AFPM ’15: Study shows US refiners can handle expanding crude supply

By Ben DuBose
Online Editor

SAN ANTONIO -- A recent third-party survey of US refiners shows that AFPM members have ample capacity to handle expanding US crude supply, specifically with regards to the use of growing light sweet crude.

"This survey was conducted in response to recent news reports and several studies that focused on the benefits of allowing crude exports by perpetuating a misunderstanding that US refiners are not able to keep up with the increasing amounts of very light crude oil that is being produced in the US," Drevna told the media at a Monday press conference at the AFPM’s Annual Meeting.

"This is not true," Drevna said.

A total of 23 companies provided information on 69 refineries, representing about 61% of US refining capacity in 2014. The survey found that the respondents are planning to run more than 730,000 bpd more very light crude oil in 2016 than last year, and with more favorable access and economics, they have the capability to run 1.5 million bpd more of the new crude oil in 2016 than what they ran in 2014.

The US Energy Information Administration's (EIA) February forecast shows lower 48 crude production, which encompasses this light tight oil production, increasing 720,000 bpd -- which is less than the respondents' plans.
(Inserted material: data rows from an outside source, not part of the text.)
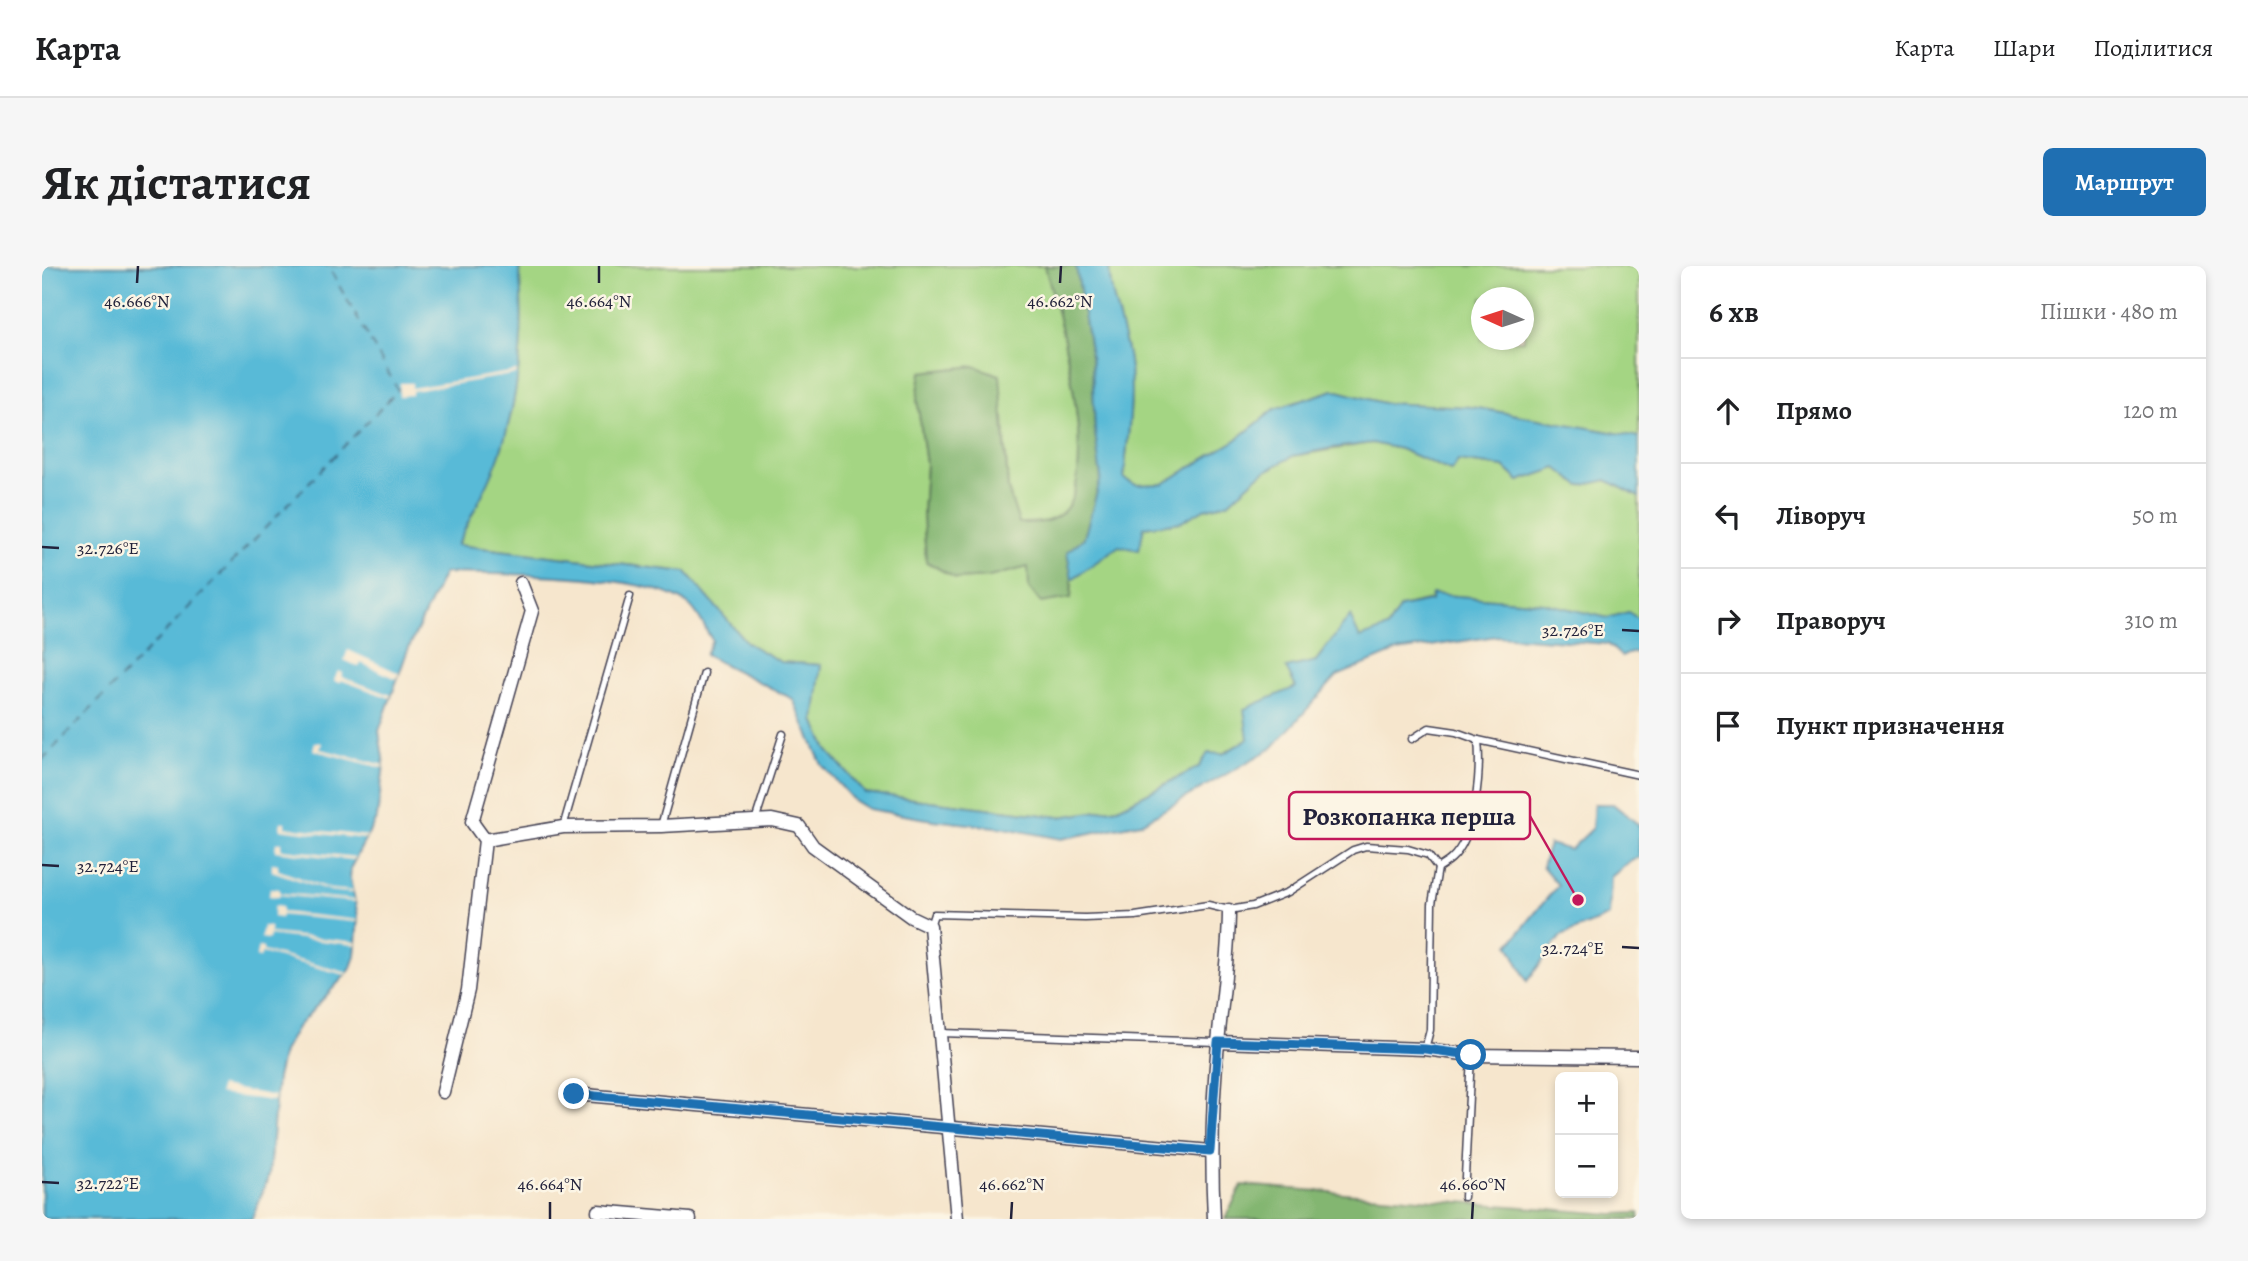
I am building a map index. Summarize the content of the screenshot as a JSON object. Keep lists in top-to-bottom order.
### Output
{
  "places": ["Розкопанка перша"],
  "north": "left",
  "page": {
    "header": "Карта",
    "nav": ["Карта", "Шари", "Поділитися"],
    "buttons": "Маршрут",
    "title": "Як дістатися",
    "heading": ["6 хв", "Пішки · 480 m"],
    "list": [
      ["Прямо", "120 m"],
      ["Ліворуч", "50 m"],
      ["Праворуч", "310 m"],
      "Пункт призначення"
    ],
    "map_buttons": ["+", "−"]
  },
  "coordinates": [
    "46.666°N",
    "46.664°N",
    "46.662°N",
    "32.726°E",
    "32.724°E",
    "32.722°E",
    "46.660°N"
  ]
}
Moreover, that survey does not even take into consideration the plans and potential for the remaining 40% of capacity not represented in the findings.

"Our survey was not based on modeling or hypothetical scenarios as the others were, but on a survey of refiners' capabilities," Drevna said at the press conference.
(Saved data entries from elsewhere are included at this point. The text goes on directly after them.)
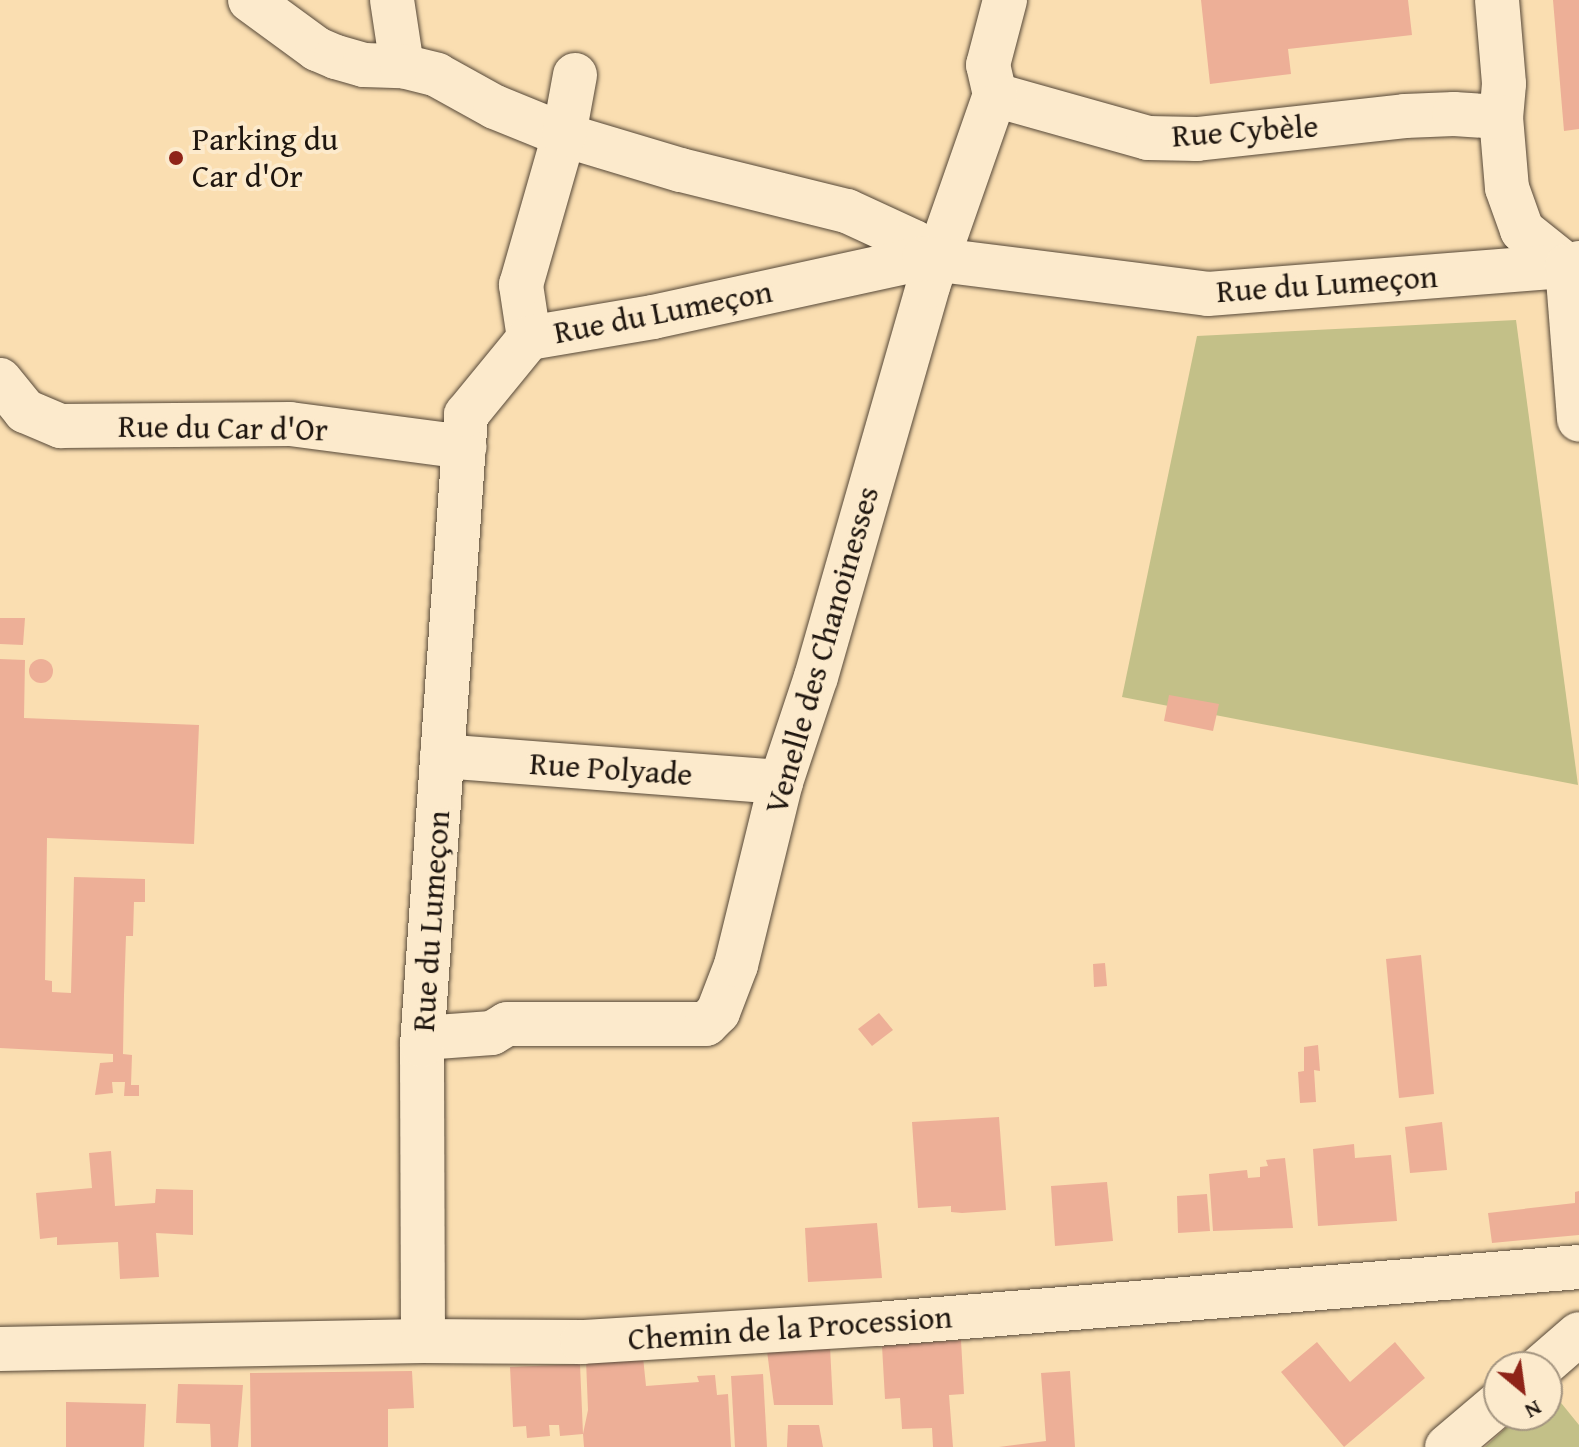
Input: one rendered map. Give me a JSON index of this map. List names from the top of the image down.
{
  "streets": {
    "street": [
      "Rue Cybèle",
      "Rue du Lumeçon",
      "Rue du Car d'Or",
      "Venelle des Chanoinesses",
      "Rue Polyade",
      "Chemin de la Procession"
    ]
  },
  "crossings": [
    ["Rue Cybèle", "Venelle des Chanoinesses"],
    ["Rue du Lumeçon", "Rue du Car d'Or"],
    ["Rue du Lumeçon", "Venelle des Chanoinesses"],
    ["Rue du Lumeçon", "Rue Polyade"],
    ["Rue du Lumeçon", "Chemin de la Procession"],
    ["Venelle des Chanoinesses", "Rue Polyade"]
  ],
  "places": ["Parking du Car d'Or"],
  "north": "bottom right"
}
"So in other words, it's based on facts," Drevna stressed. "This was done by asking our members what they have been doing and what their plans are on the near-term to deal with this new light crude oil."

The voluntary survey was conducted in November and December of 2014 by third-party contractor Veris Consulting.

US production averaged almost 8.7 bpd in 2014, a 73% increase over 2008 when production was about 5 million bpd. Much of that recent increase has come from tight oil formations, resulting in crude that is very light and sweet.

But over the past 30 years, many US refiners have added capacity for processing heavy sour crude. This apparent disparity has been a source of confusion over refiners' capacity to process the rising volumes of new light crude.

"With almost 40% of the industry unrepresented in the survey, it is clear the US industry in total is planning to run even more volumes of light, sweet crude than reported by the respondents," Drevna said.

"This survey -- based on actual refiners' plans -- tells us that they will not be constrained in the next few years and will be able to continue to use the new crude oil being produced," he added.

Drevna says gaining access to this crude will be a continuing issue, but he believes the survey shows there is time to have the debate needed to better understand and respond to the energy market changes.

Even though US refiners have ample capacity to handle the growing crude slate, Drevna says AFPM is not opposed to the US lifting its ban on crude exports. That issue is currently being debated in the US Congress.

However, the AFPM president believes more steps should be taken if the nation opts to go that route.

"As an organization that supports a free market, we are not opposed to crude oil exports," Drevna said at the press conference. "But don't be fooled into thinking that the restriction on crude exports is the only barrier to a free market.

"Refiners currently struggle with a number of barriers, including the Jones Act and the Renewable Fuel Standard, that inhibit an energy policy truly based on a free market," the president concluded. "The debate can't happen in silos -- we must take a holistic approach because you can't change one policy without understanding that it will impact other policies.

"You must consider all the unintended consequences."